Work instruction
Would you write out all of the entries below, exactly as they stand?

Input material
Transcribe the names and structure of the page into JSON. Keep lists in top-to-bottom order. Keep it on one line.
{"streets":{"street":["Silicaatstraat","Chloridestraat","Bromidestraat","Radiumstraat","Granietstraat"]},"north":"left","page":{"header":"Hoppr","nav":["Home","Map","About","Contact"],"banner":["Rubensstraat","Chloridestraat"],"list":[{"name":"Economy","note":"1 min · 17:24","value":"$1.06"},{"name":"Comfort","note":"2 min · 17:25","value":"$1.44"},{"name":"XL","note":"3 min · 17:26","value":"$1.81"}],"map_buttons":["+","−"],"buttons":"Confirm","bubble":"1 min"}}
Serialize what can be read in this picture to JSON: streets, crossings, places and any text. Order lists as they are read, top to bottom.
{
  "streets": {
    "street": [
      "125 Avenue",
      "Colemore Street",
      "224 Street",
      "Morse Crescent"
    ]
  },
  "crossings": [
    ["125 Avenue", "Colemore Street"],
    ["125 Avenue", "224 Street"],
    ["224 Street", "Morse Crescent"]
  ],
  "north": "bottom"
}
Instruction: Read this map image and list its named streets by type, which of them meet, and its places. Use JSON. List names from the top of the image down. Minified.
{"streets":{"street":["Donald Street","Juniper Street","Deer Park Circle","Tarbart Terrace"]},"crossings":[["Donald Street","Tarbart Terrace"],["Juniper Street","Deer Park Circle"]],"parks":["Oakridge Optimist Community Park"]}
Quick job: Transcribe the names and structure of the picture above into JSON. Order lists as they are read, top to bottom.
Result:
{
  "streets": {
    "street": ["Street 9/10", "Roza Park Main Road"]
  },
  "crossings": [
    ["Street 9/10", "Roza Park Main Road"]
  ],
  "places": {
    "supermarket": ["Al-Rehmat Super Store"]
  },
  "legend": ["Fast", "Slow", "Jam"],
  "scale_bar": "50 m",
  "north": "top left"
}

Result for this task
Transcribe the names and structure of the page into JSON. Keep lists in top-to-bottom order. Keep it on one line.
{"streets":{"street":["Silicaatstraat","Chloridestraat","Bromidestraat","Radiumstraat","Granietstraat"]},"north":"left","page":{"header":"Hoppr","nav":["Home","Map","About","Contact"],"banner":["Rubensstraat","Chloridestraat"],"list":[{"name":"Economy","note":"1 min · 17:24","value":"$1.06"},{"name":"Comfort","note":"2 min · 17:25","value":"$1.44"},{"name":"XL","note":"3 min · 17:26","value":"$1.81"}],"map_buttons":["+","−"],"buttons":"Confirm","bubble":"1 min"}}
Serialize what can be read in this picture to JSON: streets, crossings, places and any text. Order lists as they are read, top to bottom.
{
  "streets": {
    "street": [
      "125 Avenue",
      "Colemore Street",
      "224 Street",
      "Morse Crescent"
    ]
  },
  "crossings": [
    ["125 Avenue", "Colemore Street"],
    ["125 Avenue", "224 Street"],
    ["224 Street", "Morse Crescent"]
  ],
  "north": "bottom"
}
Instruction: Read this map image and list its named streets by type, which of them meet, and its places. Use JSON. List names from the top of the image down. Minified.
{"streets":{"street":["Donald Street","Juniper Street","Deer Park Circle","Tarbart Terrace"]},"crossings":[["Donald Street","Tarbart Terrace"],["Juniper Street","Deer Park Circle"]],"parks":["Oakridge Optimist Community Park"]}
Quick job: Transcribe the names and structure of the picture above into JSON. Order lists as they are read, top to bottom.
Result:
{
  "streets": {
    "street": ["Street 9/10", "Roza Park Main Road"]
  },
  "crossings": [
    ["Street 9/10", "Roza Park Main Road"]
  ],
  "places": {
    "supermarket": ["Al-Rehmat Super Store"]
  },
  "legend": ["Fast", "Slow", "Jam"],
  "scale_bar": "50 m",
  "north": "top left"
}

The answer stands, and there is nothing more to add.